→ About this task
Nothing but the exact lines from the one containing "context.fillStyle = sky;" through the last line of the records below belongs in your answer.
[Start of Attachment]
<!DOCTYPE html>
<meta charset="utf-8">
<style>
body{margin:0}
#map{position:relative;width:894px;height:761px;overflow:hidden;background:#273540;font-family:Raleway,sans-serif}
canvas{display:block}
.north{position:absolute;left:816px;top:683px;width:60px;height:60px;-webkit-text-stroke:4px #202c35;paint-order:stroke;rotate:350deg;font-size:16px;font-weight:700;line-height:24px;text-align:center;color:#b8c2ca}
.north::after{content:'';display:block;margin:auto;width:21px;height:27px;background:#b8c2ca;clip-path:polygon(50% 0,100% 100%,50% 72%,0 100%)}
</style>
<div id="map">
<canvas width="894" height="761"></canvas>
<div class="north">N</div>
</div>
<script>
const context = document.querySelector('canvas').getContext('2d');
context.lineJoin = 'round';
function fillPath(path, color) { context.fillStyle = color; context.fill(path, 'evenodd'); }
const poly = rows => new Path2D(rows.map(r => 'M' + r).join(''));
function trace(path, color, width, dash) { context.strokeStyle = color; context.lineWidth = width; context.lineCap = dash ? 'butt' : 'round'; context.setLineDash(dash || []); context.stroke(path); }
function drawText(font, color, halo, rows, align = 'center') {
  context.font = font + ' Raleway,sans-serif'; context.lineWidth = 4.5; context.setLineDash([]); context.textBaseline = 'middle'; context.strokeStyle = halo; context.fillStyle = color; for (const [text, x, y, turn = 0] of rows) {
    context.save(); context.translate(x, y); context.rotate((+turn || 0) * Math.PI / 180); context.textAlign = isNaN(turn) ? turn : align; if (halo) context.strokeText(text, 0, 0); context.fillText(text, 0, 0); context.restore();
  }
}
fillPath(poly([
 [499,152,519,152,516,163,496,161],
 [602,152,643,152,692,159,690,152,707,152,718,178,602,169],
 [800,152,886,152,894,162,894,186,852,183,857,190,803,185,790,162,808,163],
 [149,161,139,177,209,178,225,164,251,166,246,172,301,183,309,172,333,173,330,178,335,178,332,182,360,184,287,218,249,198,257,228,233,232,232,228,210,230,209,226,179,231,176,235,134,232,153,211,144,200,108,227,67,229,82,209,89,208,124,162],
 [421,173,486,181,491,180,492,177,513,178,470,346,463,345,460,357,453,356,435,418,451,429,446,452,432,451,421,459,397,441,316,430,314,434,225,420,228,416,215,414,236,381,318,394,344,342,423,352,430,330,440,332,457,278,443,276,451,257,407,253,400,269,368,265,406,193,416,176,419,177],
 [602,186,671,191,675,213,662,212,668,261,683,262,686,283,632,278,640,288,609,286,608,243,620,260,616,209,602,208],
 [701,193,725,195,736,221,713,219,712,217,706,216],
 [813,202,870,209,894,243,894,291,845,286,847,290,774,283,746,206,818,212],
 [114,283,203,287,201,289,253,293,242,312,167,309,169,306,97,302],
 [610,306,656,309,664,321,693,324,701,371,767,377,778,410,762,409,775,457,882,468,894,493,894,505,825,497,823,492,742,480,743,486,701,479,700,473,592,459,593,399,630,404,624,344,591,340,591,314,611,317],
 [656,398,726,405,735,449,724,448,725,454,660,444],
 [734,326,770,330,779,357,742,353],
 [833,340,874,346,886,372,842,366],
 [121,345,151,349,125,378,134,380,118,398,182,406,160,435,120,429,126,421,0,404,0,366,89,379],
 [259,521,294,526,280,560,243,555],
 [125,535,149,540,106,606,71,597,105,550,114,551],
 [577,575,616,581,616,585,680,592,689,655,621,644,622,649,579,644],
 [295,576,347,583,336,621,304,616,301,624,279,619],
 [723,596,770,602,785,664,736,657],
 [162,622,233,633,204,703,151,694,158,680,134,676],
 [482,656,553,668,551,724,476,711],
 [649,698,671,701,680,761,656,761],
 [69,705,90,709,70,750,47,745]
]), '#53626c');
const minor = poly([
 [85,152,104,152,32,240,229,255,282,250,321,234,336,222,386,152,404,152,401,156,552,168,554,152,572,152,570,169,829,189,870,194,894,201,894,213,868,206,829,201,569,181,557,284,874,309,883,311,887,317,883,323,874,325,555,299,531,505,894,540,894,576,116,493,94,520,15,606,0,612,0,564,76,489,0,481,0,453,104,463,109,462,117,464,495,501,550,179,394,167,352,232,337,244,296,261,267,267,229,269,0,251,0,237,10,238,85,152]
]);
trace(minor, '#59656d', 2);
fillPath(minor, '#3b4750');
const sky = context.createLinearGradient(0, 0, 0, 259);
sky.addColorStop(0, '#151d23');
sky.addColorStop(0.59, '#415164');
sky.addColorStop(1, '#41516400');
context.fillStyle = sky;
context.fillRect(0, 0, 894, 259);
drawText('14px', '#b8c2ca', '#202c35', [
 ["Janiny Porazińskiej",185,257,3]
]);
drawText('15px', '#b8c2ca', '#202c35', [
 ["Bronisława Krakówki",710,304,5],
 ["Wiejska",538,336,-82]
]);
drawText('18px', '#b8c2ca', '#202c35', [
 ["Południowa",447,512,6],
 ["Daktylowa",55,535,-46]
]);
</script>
[End of Attachment]
→ Answer section
context.fillStyle = sky;
context.fillRect(0, 0, 894, 259);
drawText('14px', '#b8c2ca', '#202c35', [
 ["Janiny Porazińskiej",185,257,3]
]);
drawText('15px', '#b8c2ca', '#202c35', [
 ["Bronisława Krakówki",710,304,5],
 ["Wiejska",538,336,-82]
]);
drawText('18px', '#b8c2ca', '#202c35', [
 ["Południowa",447,512,6],
 ["Daktylowa",55,535,-46]
]);
</script>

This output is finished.